• Available data
============================================================
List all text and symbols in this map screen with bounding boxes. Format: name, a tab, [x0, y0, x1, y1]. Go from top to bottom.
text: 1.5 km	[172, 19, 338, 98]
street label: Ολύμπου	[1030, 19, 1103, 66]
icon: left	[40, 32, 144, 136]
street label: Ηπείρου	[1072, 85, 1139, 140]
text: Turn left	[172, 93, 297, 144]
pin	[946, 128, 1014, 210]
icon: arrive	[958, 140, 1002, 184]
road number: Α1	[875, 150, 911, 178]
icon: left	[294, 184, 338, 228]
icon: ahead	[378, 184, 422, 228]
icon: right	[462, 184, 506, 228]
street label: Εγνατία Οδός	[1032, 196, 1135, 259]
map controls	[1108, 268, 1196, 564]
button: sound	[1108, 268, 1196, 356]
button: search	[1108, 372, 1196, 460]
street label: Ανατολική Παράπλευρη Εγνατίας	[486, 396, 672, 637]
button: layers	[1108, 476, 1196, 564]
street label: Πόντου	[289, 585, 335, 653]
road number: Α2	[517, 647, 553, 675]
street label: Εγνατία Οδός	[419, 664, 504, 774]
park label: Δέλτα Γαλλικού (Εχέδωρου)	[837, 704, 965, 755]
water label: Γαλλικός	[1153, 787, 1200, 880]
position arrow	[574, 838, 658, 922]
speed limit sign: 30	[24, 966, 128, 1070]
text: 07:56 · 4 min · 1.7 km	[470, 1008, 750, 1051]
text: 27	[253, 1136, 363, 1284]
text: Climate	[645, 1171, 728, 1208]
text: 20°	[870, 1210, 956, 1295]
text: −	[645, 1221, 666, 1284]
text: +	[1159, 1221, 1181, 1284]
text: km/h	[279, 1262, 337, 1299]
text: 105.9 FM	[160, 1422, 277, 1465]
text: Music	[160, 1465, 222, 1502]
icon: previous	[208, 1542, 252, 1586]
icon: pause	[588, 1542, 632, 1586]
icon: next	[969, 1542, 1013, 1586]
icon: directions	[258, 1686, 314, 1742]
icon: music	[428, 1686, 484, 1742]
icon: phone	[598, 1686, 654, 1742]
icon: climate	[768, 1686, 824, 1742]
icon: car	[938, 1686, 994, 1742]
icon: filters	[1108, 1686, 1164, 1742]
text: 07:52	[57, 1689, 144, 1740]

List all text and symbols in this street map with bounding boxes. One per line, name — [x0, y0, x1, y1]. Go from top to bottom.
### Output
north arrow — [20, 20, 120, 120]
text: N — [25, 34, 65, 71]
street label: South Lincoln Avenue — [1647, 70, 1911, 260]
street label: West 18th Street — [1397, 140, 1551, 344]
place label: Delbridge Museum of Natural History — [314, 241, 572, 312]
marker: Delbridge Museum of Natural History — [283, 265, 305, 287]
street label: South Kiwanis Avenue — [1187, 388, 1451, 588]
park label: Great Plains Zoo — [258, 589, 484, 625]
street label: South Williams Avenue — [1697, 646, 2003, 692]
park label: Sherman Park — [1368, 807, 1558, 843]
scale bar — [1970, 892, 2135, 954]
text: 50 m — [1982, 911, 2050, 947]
============================================================
• Exercise details
Reproduce exactly what is written in the listing above.

• Result
List all text and symbols in this map screen with bounding boxes. Format: name, a tab, [x0, y0, x1, y1]. Go from top to bottom.
text: 1.5 km	[172, 19, 338, 98]
street label: Ολύμπου	[1030, 19, 1103, 66]
icon: left	[40, 32, 144, 136]
street label: Ηπείρου	[1072, 85, 1139, 140]
text: Turn left	[172, 93, 297, 144]
pin	[946, 128, 1014, 210]
icon: arrive	[958, 140, 1002, 184]
road number: Α1	[875, 150, 911, 178]
icon: left	[294, 184, 338, 228]
icon: ahead	[378, 184, 422, 228]
icon: right	[462, 184, 506, 228]
street label: Εγνατία Οδός	[1032, 196, 1135, 259]
map controls	[1108, 268, 1196, 564]
button: sound	[1108, 268, 1196, 356]
button: search	[1108, 372, 1196, 460]
street label: Ανατολική Παράπλευρη Εγνατίας	[486, 396, 672, 637]
button: layers	[1108, 476, 1196, 564]
street label: Πόντου	[289, 585, 335, 653]
road number: Α2	[517, 647, 553, 675]
street label: Εγνατία Οδός	[419, 664, 504, 774]
park label: Δέλτα Γαλλικού (Εχέδωρου)	[837, 704, 965, 755]
water label: Γαλλικός	[1153, 787, 1200, 880]
position arrow	[574, 838, 658, 922]
speed limit sign: 30	[24, 966, 128, 1070]
text: 07:56 · 4 min · 1.7 km	[470, 1008, 750, 1051]
text: 27	[253, 1136, 363, 1284]
text: Climate	[645, 1171, 728, 1208]
text: 20°	[870, 1210, 956, 1295]
text: −	[645, 1221, 666, 1284]
text: +	[1159, 1221, 1181, 1284]
text: km/h	[279, 1262, 337, 1299]
text: 105.9 FM	[160, 1422, 277, 1465]
text: Music	[160, 1465, 222, 1502]
icon: previous	[208, 1542, 252, 1586]
icon: pause	[588, 1542, 632, 1586]
icon: next	[969, 1542, 1013, 1586]
icon: directions	[258, 1686, 314, 1742]
icon: music	[428, 1686, 484, 1742]
icon: phone	[598, 1686, 654, 1742]
icon: climate	[768, 1686, 824, 1742]
icon: car	[938, 1686, 994, 1742]
icon: filters	[1108, 1686, 1164, 1742]
text: 07:52	[57, 1689, 144, 1740]

List all text and symbols in this street map with bounding boxes. One per line, name — [x0, y0, x1, y1]. Go from top to bottom.
### Output
north arrow — [20, 20, 120, 120]
text: N — [25, 34, 65, 71]
street label: South Lincoln Avenue — [1647, 70, 1911, 260]
street label: West 18th Street — [1397, 140, 1551, 344]
place label: Delbridge Museum of Natural History — [314, 241, 572, 312]
marker: Delbridge Museum of Natural History — [283, 265, 305, 287]
street label: South Kiwanis Avenue — [1187, 388, 1451, 588]
park label: Great Plains Zoo — [258, 589, 484, 625]
street label: South Williams Avenue — [1697, 646, 2003, 692]
park label: Sherman Park — [1368, 807, 1558, 843]
scale bar — [1970, 892, 2135, 954]
text: 50 m — [1982, 911, 2050, 947]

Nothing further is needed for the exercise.